§ EXERCISE BRIEF
Please find the lines in the entries below that contain the word "canvas", and copy each one.

== GIVEN DATA

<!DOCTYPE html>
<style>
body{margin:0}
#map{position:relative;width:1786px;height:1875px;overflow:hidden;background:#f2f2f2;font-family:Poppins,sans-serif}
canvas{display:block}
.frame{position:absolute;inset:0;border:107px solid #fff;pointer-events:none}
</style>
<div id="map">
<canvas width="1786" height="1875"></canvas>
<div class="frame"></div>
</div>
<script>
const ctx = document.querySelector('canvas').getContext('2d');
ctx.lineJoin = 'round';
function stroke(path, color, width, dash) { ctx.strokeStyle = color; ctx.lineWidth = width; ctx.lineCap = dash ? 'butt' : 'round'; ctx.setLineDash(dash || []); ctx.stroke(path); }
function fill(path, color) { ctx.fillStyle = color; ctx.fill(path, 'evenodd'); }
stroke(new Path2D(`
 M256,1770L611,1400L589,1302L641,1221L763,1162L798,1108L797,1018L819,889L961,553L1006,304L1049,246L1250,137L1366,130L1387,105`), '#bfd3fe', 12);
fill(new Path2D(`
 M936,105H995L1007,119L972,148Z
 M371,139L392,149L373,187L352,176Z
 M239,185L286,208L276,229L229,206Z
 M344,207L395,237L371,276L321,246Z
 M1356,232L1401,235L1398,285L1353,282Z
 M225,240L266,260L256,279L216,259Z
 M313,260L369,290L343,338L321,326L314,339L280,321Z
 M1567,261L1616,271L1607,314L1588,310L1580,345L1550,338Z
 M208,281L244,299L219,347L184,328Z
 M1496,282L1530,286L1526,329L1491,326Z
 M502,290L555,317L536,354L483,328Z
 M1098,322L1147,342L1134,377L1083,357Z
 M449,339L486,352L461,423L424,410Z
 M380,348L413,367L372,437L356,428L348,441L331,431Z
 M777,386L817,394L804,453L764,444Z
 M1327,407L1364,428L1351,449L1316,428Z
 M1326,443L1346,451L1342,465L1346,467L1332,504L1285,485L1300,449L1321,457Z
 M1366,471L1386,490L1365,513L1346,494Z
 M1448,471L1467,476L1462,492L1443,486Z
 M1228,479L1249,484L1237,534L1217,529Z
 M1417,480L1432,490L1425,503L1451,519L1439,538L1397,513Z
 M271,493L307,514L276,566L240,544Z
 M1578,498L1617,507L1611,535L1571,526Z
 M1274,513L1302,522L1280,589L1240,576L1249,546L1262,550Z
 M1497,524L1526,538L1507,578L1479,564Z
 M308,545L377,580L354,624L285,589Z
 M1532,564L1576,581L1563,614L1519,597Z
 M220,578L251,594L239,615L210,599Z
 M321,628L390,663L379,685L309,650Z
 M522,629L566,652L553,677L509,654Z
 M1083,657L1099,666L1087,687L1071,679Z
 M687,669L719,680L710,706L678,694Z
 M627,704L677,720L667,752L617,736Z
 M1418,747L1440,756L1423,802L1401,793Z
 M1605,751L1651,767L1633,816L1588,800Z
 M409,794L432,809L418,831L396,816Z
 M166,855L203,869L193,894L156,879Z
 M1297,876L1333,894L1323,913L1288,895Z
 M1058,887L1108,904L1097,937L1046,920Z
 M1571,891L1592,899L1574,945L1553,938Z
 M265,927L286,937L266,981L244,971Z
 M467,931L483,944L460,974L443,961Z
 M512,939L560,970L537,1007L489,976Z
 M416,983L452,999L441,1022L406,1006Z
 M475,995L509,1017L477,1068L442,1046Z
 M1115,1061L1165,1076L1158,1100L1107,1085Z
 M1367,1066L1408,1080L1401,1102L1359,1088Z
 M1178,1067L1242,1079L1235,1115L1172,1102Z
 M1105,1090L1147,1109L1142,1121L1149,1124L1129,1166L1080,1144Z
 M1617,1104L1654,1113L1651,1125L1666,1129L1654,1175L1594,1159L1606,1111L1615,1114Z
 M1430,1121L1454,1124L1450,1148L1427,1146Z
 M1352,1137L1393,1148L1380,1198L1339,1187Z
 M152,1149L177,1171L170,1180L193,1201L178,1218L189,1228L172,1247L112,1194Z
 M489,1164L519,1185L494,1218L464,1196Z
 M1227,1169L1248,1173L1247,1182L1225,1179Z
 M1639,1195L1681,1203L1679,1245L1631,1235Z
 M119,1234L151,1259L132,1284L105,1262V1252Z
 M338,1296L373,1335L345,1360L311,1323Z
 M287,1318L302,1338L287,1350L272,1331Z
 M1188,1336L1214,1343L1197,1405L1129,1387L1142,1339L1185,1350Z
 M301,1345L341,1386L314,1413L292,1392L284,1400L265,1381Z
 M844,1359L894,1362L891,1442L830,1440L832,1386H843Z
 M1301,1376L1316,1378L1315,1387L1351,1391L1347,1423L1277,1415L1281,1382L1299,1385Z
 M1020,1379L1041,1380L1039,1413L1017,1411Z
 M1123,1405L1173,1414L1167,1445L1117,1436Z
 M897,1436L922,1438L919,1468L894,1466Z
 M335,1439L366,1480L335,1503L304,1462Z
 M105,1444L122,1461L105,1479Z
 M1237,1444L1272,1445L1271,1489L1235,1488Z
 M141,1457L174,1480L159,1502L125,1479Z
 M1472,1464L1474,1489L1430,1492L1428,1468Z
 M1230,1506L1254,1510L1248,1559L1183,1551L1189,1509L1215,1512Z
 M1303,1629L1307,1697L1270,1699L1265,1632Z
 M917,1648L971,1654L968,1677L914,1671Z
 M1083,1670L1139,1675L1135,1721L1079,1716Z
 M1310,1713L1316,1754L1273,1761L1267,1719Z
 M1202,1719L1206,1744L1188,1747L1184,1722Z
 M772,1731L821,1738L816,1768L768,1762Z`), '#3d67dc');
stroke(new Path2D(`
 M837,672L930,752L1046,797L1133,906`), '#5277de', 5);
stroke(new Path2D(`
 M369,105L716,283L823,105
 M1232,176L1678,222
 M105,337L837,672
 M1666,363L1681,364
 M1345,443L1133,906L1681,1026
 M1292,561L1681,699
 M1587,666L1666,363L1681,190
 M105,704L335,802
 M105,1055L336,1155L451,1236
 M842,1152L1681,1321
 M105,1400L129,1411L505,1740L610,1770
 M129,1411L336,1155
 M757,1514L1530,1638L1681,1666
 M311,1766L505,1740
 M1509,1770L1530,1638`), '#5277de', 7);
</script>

====

§ TASK RESULT
canvas{display:block}
<canvas width="1786" height="1875"></canvas>
const ctx = document.querySelector('canvas').getContext('2d');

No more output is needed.